Behavior of large-scale LRS FRP-confined steel-reinforced recycled aggregate concrete square columns under axial compression

Abstract

The combination of environmentally friendly large rupture strain fiber-reinforced polymers (LRS FRPs) and recycled fine and coarse aggregates presents a promising alternative to overcome the scarcity of natural river sand and natural gravels. Recycled aggregate concrete (RAC) can obtain sufficient ductility and strength by the confinement of LRS FRPs, and these two green materials are particularly suited to sustainable construction. However, existing research on LRS FRP-confined RAC is very limited and primarily focused on small-scale specimens. The objective of this paper is to investigate the axial compression performance of large-scale steel-reinforced RAC square columns wrapped with LRS FRP and promote the practical application of this sustainable structural system. The experimental variables include the effective confinement stiffness ratio (ρk,eff) and the type of LRS FRP (i.e., polyethylene naphthalate (PEN) FRP and polyethylene terephthalate (PET) FRP).

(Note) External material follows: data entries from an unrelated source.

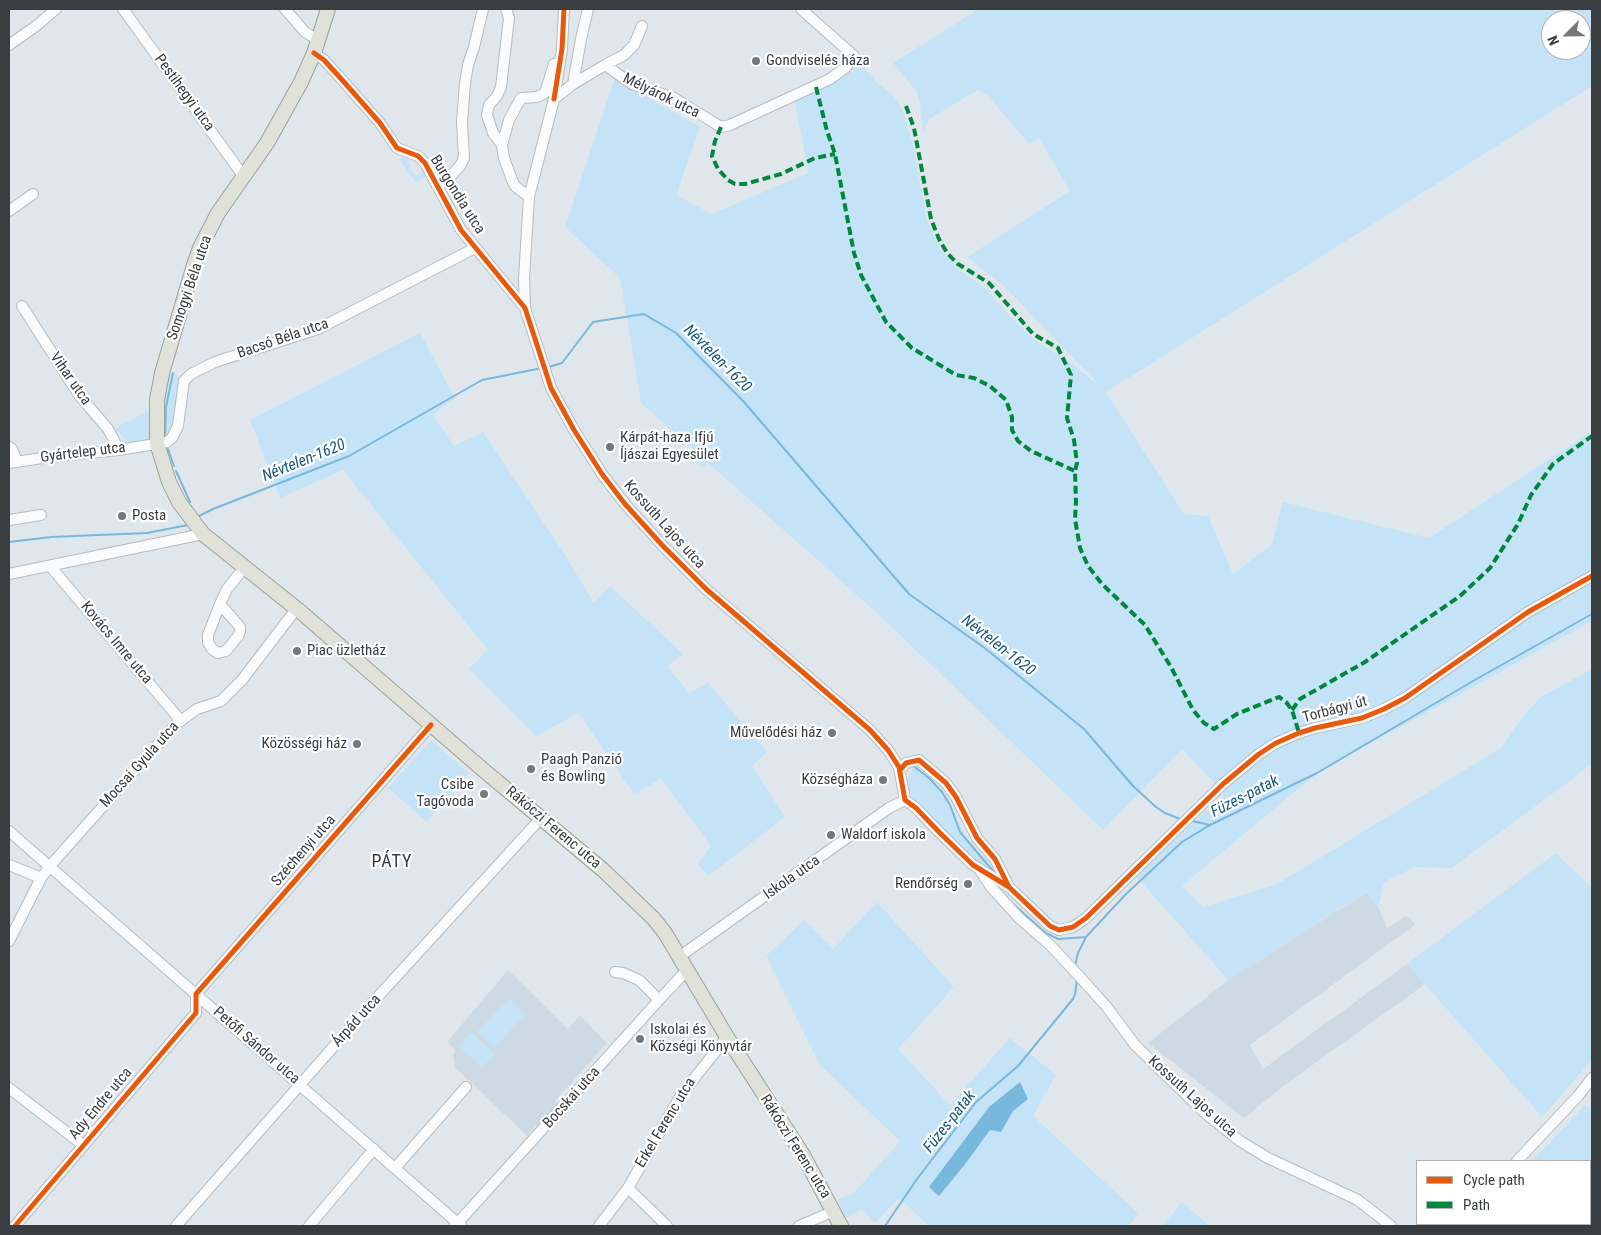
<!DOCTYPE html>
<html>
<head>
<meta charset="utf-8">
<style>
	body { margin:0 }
	#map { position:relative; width:1601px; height:1235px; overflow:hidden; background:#e0e7ec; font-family:"Roboto Condensed",sans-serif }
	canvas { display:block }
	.frame { position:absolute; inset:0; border:10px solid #383d40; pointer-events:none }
	.legend { position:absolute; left:1416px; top:1160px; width:175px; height:65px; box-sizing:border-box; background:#fff; border:1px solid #afb1b3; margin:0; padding:6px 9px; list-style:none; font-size:15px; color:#383d40 }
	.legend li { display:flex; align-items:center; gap:10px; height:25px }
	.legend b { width:25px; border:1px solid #afb1b3 }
	.north { position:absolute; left:1541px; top:10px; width:50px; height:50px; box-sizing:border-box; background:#fff; border:1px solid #afb1b3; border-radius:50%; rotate:247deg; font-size:14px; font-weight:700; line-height:20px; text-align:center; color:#383d40 }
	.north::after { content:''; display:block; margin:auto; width:18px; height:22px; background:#73787c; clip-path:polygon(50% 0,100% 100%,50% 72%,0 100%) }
</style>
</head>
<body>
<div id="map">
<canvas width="1601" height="1235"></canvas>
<div class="frame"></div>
<ul class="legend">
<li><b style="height:6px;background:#e8590c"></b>Cycle path</li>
<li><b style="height:6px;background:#00873e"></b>Path</li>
</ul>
<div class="north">N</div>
</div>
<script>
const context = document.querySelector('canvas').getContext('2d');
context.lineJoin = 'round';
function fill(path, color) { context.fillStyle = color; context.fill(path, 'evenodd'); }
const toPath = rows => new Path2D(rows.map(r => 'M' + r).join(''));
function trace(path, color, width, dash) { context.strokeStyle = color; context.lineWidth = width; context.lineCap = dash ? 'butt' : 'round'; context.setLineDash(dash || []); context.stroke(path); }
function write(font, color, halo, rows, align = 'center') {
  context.font = font + ' "Roboto Condensed",sans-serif'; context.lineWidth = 4.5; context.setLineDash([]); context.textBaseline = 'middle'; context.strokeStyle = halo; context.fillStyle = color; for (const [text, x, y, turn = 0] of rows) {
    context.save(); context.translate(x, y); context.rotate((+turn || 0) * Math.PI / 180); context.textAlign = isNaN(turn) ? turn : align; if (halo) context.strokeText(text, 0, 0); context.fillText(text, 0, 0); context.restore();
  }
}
fill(toPath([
	[1367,892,1378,907,1387,928,1406,916,1416,924,1250,1045,1263,1069,1407,964,1425,984,1285,1085,1244,1118,1148,1043,1228,980],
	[508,970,568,1029,580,1015,607,1043,555,1101,560,1106,540,1129,536,1125,527,1136,455,1067,453,1055,456,1051,447,1042]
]), '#cddae3');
fill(toPath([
	[979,9,1592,9,1592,86,1106,392,1184,514,1208,516,1233,574,1272,544,1283,502,1429,538,1592,431,1592,621,1317,773,1182,886,1203,907,1277,884,1501,748,1524,715,1541,697,1592,669,1592,763,1575,777,1452,868,1415,867,1384,882,1378,907,1366,892,1228,980,1136,876,1225,794,1182,749,1103,830,876,612,707,462,703,468,691,458,695,451,641,403,620,278,565,227,615,78,700,127,676,195,712,214,808,173,795,101,828,84,858,61,878,84,892,94,902,109,913,144,927,221,941,250,957,268,986,289,1004,310,1035,341,1071,363,1101,387,1004,286,967,257,1070,191,1039,138,1029,144,987,95,978,90,929,119,923,134,920,104,917,92,893,63],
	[1551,20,1581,20,1581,50,1551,50],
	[403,157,406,158,411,165,409,167,415,176,425,172,427,176,416,183,399,159],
	[420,333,455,398,433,415,454,446,483,432,565,555,594,603,610,586,683,654,667,666,689,693,708,683,767,752,752,766,785,817,708,876,698,864,711,846,661,779,634,794,579,713,536,736,469,669,488,650,343,470,280,498,250,420],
	[174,372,181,379,178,416,170,434,164,440,162,436,161,393,166,375],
	[151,410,151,438,129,444,115,428],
	[431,740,469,773,427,822,388,788],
	[915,766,932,779,942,790,949,801,966,838,992,867,998,877,995,880,921,808,910,794,906,787,909,776],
	[1556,853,1592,888,1592,1060,1542,1117,1407,964],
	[877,902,954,987,898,1049,950,1105,1010,1038,1056,1075,1033,1116,1138,1213,1129,1226,929,1226,899,1198,875,1223,862,1209,846,1218,837,1199,853,1194,900,1141,820,1065,766,956,804,920,833,949],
	[509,998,526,1014,494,1048,477,1032],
	[471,1032,495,1054,482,1067,458,1046],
	[1585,1105,1592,1109,1592,1162,1590,1166,1590,1161,1532,1161],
	[1182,1202,1210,1226,1162,1226],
	[1465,1224,1555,1224,1554,1226,1462,1226]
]), '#c5e3f6');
fill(toPath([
	[1020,1082,1028,1099,1013,1111,1001,1132,990,1130,966,1163,939,1196,929,1187,989,1107]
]), '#79b8dd');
trace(toPath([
	[549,367,562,363,593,322,644,314,676,333,744,402,909,594,986,649,1084,729,1133,786,1156,807,1165,813,1183,820],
	[165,438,166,407,173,373],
	[168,449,174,466],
	[176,471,190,502],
	[197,517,213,509,349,456,482,380,542,368],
	[9,542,51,537,147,533,188,525],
	[912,765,929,778,942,792,950,805,960,832,993,871],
	[1192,821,1210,825],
	[1012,903,1046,933,1058,939,1086,937],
	[1075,966,1078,953,1086,937,1126,894,1182,842,1210,825,1317,773,1473,681,1592,614],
	[885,1226,917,1179,976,1102,1018,1066,1073,999,1075,994,1077,980]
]), '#79b8dd', 2);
const minor = toPath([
	[123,9,244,177],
	[285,9,305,32,318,40],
	[9,45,36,26,56,9],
	[314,53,324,60,344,82,380,123,397,148,418,156,425,163,461,230,525,308,551,388,574,430,602,474,625,504,662,545,706,589,870,730,888,750,899,767,905,800,916,808,940,833,973,865,1009,887,1050,926,1059,930],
	[605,65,624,55,634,45,642,26],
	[573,84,581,39,588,9],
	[554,99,573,84,605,65,632,84,674,98,721,127,730,125,830,79,845,68,854,56,801,9],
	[502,145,493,133,487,115,489,105,497,96,501,87,509,18,506,9],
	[437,186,449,178,460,166,464,158,462,122,465,83,468,65,474,47,483,9],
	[529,197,515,186,512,180,504,158,502,145,509,120,521,98,537,97,545,93,554,64],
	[9,211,33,194],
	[22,306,79,395,108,429,119,450],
	[525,308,524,278,529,197,554,99,562,49,564,9],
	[9,447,12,449,17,462],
	[9,463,49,457,119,450,167,442,172,438,178,426,184,381,191,374,215,362,318,329,475,248],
	[9,520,41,515],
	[50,566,181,721],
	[9,574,203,534],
	[220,604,240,627,240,631,239,635,226,651,218,653,212,649,208,642,208,635,220,604,227,589,244,568],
	[900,770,906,763,919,760,946,783,956,797,977,838,995,859,1009,887],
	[9,831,461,1226],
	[9,865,41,878],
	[981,872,991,887,1019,918,1050,945,1079,976,1106,1006,1135,1045,1205,1113,1240,1141,1268,1158,1358,1200,1391,1226],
	[1059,930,1073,927,1086,918,1223,784,1259,754,1276,743,1299,733,1315,728,1362,718,1384,709,1405,698,1528,612,1592,576],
	[9,941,41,878,50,866,175,725,197,709,221,701,242,680,297,608],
	[679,957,889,808,905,800],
	[615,972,623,973,639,980,659,1000],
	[9,1088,83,1145],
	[1517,1161,1578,1096,1592,1078],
	[395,1168,466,1087],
	[628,1188,667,1226],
	[15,1226,196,1013,196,994,431,725],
	[176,1226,363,1013,541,818],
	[309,1226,374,1149],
	[455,1226,659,1000,687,970],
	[599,1226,628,1188,681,1095,727,1037],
	[799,1226,834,1211],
	[1447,1226,1451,1224]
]);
const major = toPath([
	[328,9,314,53,301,82,267,143,218,213,200,248,194,265,162,373,157,400,157,443,169,482,179,502,203,534,302,613,481,768,603,870,654,919,665,933,727,1037,803,1155,841,1226]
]);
trace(minor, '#b6bcbf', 12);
trace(major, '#9da297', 16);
trace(minor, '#fafbfc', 10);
trace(major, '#e0e2da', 14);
trace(toPath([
	[816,87,827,131,835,154,854,253,861,275,886,322,912,348,956,375,974,378,990,386,1006,400,1012,417,1012,430,1018,441,1031,451,1075,471],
	[906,106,914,128,931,219,939,239,947,253,958,264,989,283,1033,334,1058,348,1071,375,1067,418,1074,440,1077,463,1075,471,1076,502,1075,519,1080,548,1088,566,1102,584,1145,625,1171,667,1193,710,1204,723,1214,729,1237,714,1279,697,1286,702,1292,710,1299,733],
	[721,127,715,141,712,156,718,169,728,180,735,184,745,184,781,174,815,158,835,154],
	[1292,710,1300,699,1365,662,1460,596,1490,568,1518,524,1531,495,1553,464,1592,436]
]), '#00873e', 4, [8, 4]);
trace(toPath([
	[314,53,324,60,344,82,380,123,397,148,418,156,425,163,461,230,525,308,551,388,574,430,602,474,625,504,662,545,706,589,870,730,888,750,899,767,905,800,916,808,940,833,973,865,1009,887,1050,926,1059,930,1073,927,1086,918,1223,784,1259,754,1276,743,1299,733,1315,728,1362,718,1384,709,1405,698,1528,612,1592,576],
	[554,99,562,49,564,9],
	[900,770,906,763,919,760,946,783,956,797,977,838,995,859,1009,887],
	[15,1226,196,1013,196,994,431,725]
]), '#e8590c', 5);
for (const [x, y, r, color] of [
	[756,61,5,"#73787c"],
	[610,447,5,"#73787c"],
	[122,516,5,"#73787c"],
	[297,651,5,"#73787c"],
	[832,733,5,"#73787c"],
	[357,744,5,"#73787c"],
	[531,769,5,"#73787c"],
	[883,780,5,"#73787c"],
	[484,794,5,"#73787c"],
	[831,835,5,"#73787c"],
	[968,884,5,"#73787c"],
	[640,1039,5,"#73787c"]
]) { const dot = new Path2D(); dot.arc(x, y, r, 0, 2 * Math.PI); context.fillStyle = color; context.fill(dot); trace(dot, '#fff', 2); }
write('15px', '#383d40', '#fff', [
	["Gondviselés háza",766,61],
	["Kárpát-haza Ifjú",620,438],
	["Íjászai Egyesület",620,455],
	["Posta",132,516],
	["Piac üzletház",307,651],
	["Művelődési ház",822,733,"right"],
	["Közösségi ház",347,744,"right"],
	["Paagh Panzió",541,760],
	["és Bowling",541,777],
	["Községháza",873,780,"right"],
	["Csibe",474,785,"right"],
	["Tagóvoda",474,802,"right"],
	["Waldorf iskola",841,835],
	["Rendőrség",958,884,"right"],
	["Iskolai és",650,1030],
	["Községi Könyvtár",650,1047]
], 'left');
write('15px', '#383d40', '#fff', [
	["Pestihegyi utca",184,93,54],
	["Mélyárok utca",661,96,26],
	["Burgondia utca",457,195,58],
	["Somogyi Béla utca",190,288,-71],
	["Bacsó Béla utca",283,339,-19],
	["Vihar utca",70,379,55],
	["Gyártelep utca",83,453,-7],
	["Kossuth Lajos utca",664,525,48],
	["Kovács Imre utca",116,643,50],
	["Torbágyi út",1335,710,-15],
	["Mocsai Gyula utca",140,765,-48],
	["Rákóczi Ferenc utca",553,828,40],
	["Széchenyi utca",304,851,-49],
	["Iskola utca",792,878,-35],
	["Árpád utca",357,1021,-48],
	["Petőfi Sándor utca",256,1046,41],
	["Kossuth Lajos utca",1192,1097,42],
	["Bocskai utca",572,1098,-48],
	["Ady Endre utca",101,1104,-50],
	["Erkel Ferenc utca",666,1123,-59],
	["Rákóczi Ferenc utca",795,1147,58]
]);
write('italic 16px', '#16587b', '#fff', [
	["Névtelen-1620",717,359,45],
	["Névtelen-1620",304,461,-22],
	["Névtelen-1620",998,646,38],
	["Füzes-patak",1245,797,-27],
	["Füzes-patak",950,1122,-52]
]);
context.letterSpacing = '1px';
write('18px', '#383d40', '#fff', [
	["PÁTY",392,862]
]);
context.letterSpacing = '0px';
</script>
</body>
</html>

Test results showed that the application of RAC had a negligible effect on the axial compression behavior of large-scale LRS FRP-confined square columns. The behavior of the test columns was primarily influenced by ρk,eff. Finally, evaluations were conducted on the existing models of LRS FRP-confined concrete with square cross-sections, based on the compilation of available test results from large-scale specimens.